Auch der Autohersteller DaimlerChrysler äußerte sich positiv zu dem Ausgang. "Wir begrüßen außerordentlich, dass durch den hart erstrittenen Kompromiss nun keine weiteren Beeinträchtigungen für die Fahrzeugauslieferungen entstehen. Die positive Perspektive für das Jahr 2002 bleibt damit erhalten", heiß es.

Während der Aktienmarkt positiv auf die Vereinbarung reagierte, notierte der Euro kaum verändert. Händler hatten zuvor mit Blick auf einen möglicherweise zu hohen Abschluss und Folgen eines langen Streiks vor Belastungen für die Wirtschaft im Euro-Raum gewarnt.

Die IG Metall in Baden-Württemberg wird nach Angaben ihres Verhandlungsführers Berthold Huber nach Pfingsten über die Annahme des Tarifkompromisses abstimmen lassen. Die Urabstimmung sei für Dienstag und Mittwoch kommender Woche geplant. Bis dahin werde nicht gestreikt. IG-Metall-Chef Klaus Zwickel ergänzte, der Arbeitskampf im Bezirk Berlin-Brandenburger werde am Donnerstag fortgesetzt. Dort gebe es noch keine Übernahme des Ergebnisses aus dem Südwesten, sagte Zwickel zur Begründung.

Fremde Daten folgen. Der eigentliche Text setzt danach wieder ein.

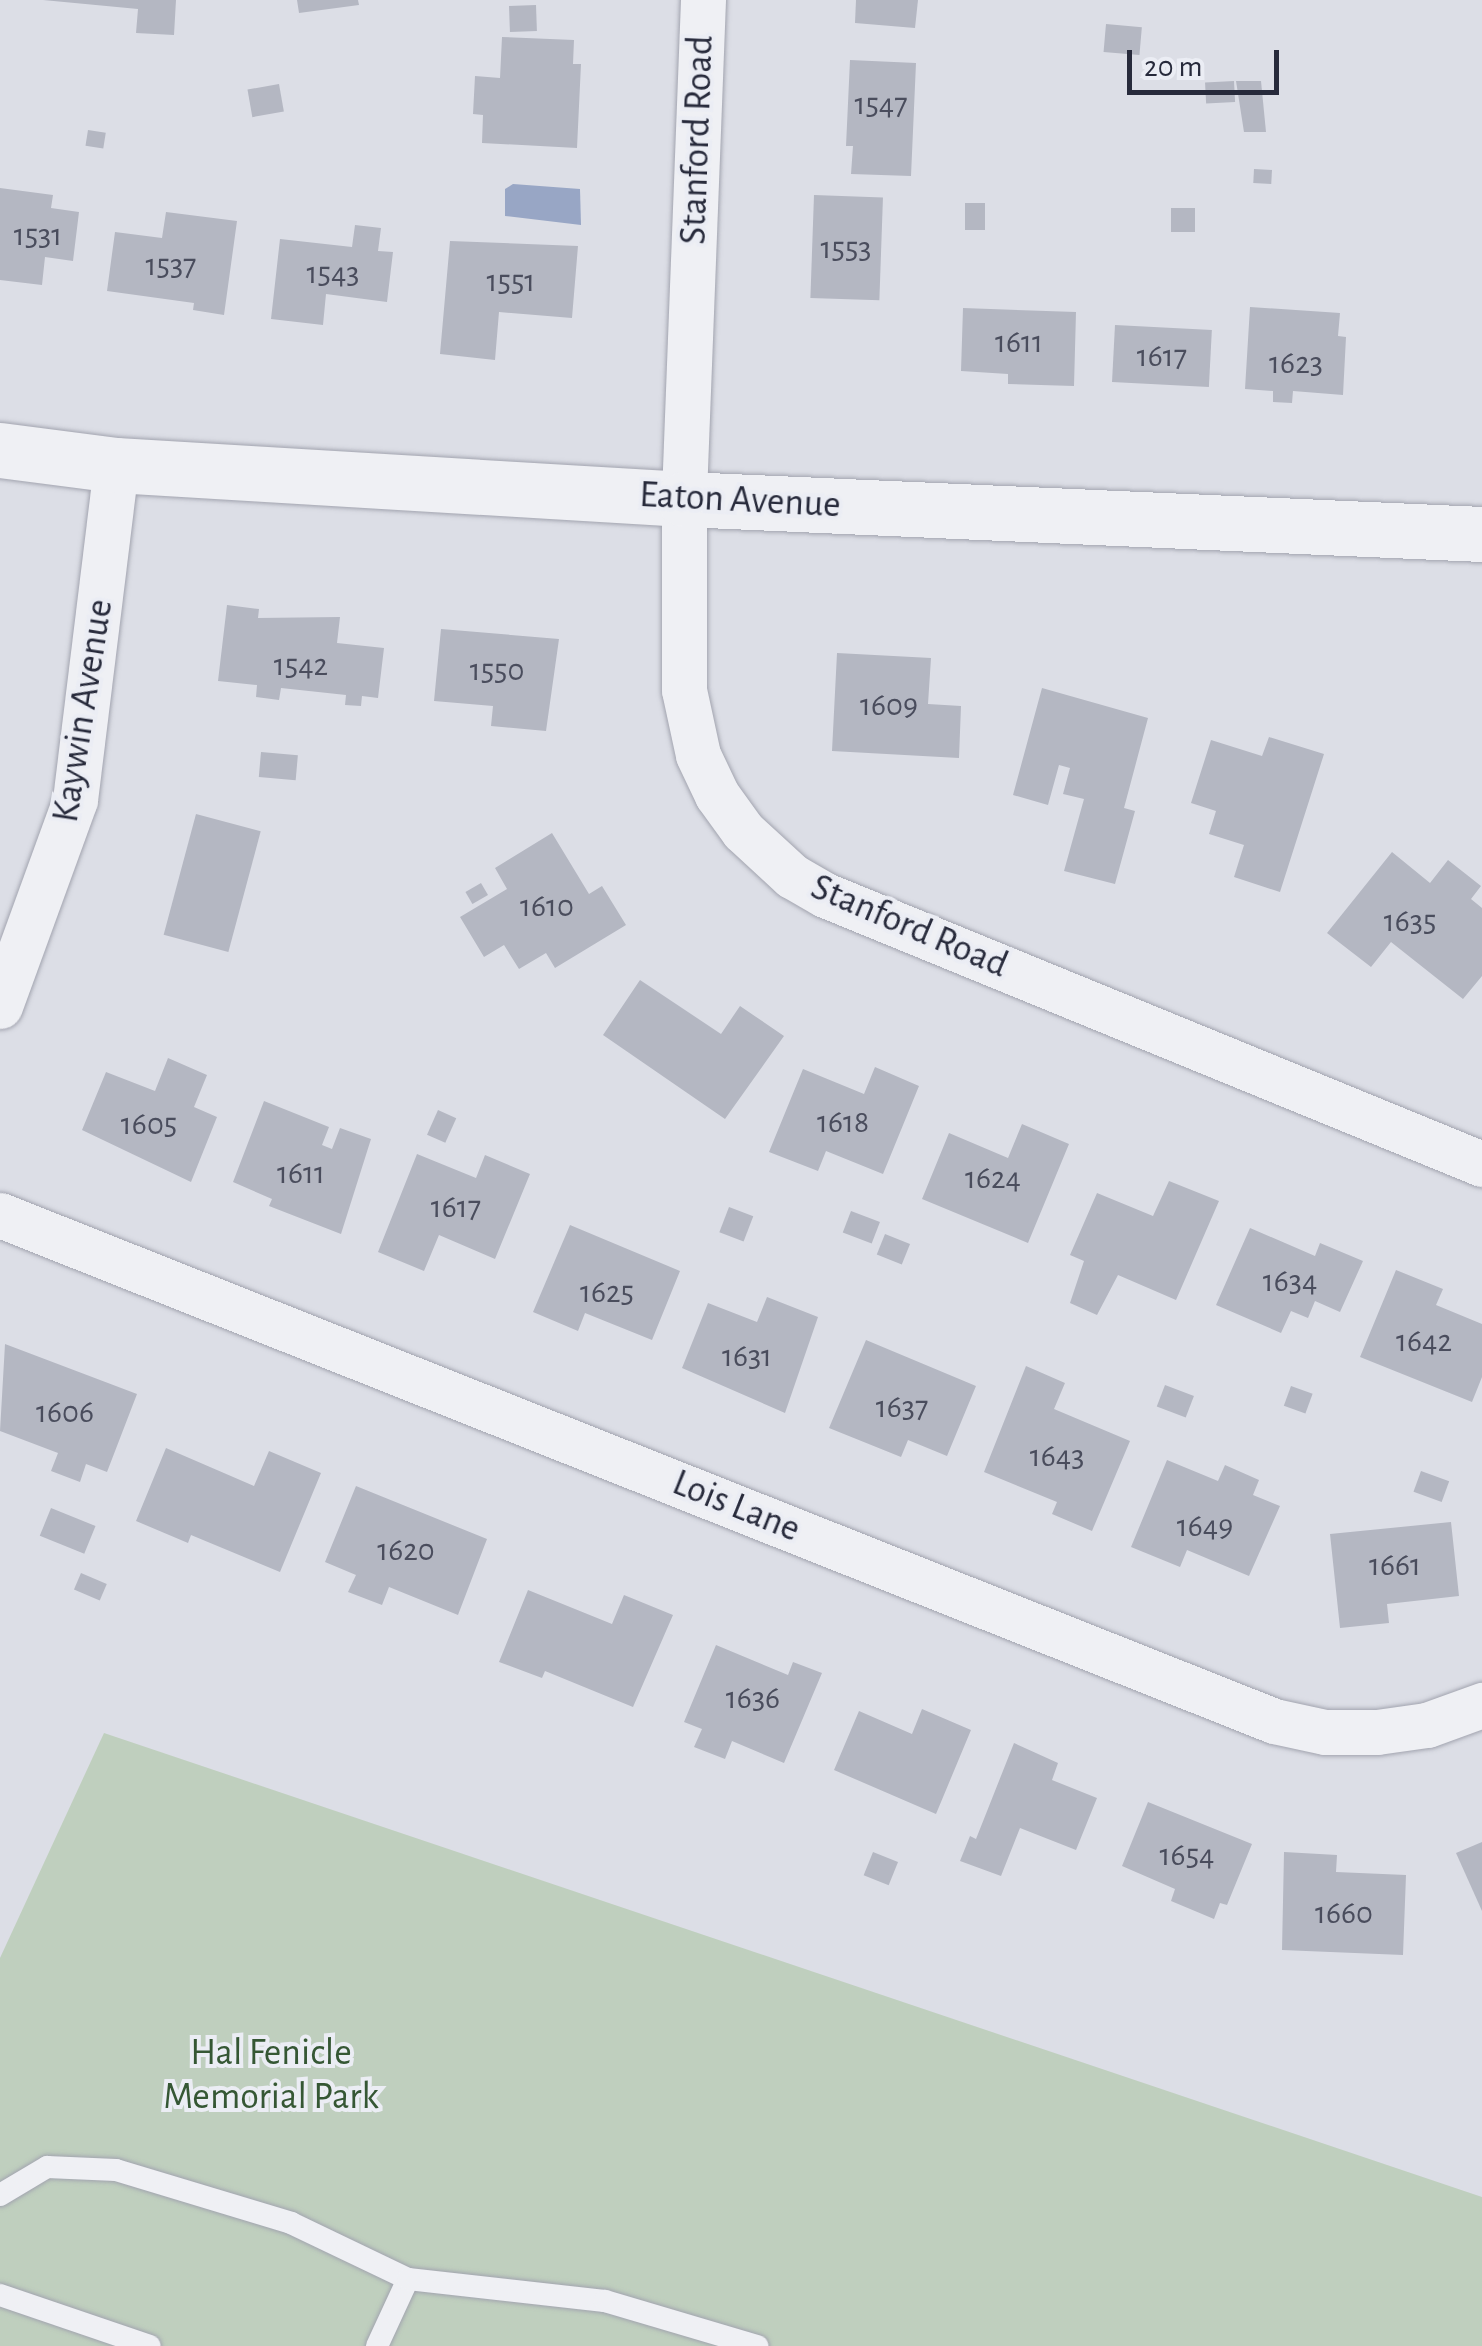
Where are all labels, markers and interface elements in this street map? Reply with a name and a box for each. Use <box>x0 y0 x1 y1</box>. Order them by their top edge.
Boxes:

Bei den vor dreieinhalb Wochen in Ludwigsburg gescheiterten Verhandlungen hatten die Metallarbeitgeber zuletzt Einkommenserhöhungen ab Mai für 13 Monate von 3,3 % angeboten. Für die Monate April und März sollte rückwirkend ein Einmalbetrag von 190 ? gezahlt werden. Die IG Metall, die mit einer Forderung von 6,5 % in die Tarifrunde gegangen war, strebte zum Schluss einen Abschluss von vier Prozent an. Am Mittwoch waren die Gespräche von Arbeitsniederlegungen auch außerhalb der beiden Streikbezirke Baden-Württemberg und Berlin-Brandenburg begleitet worden.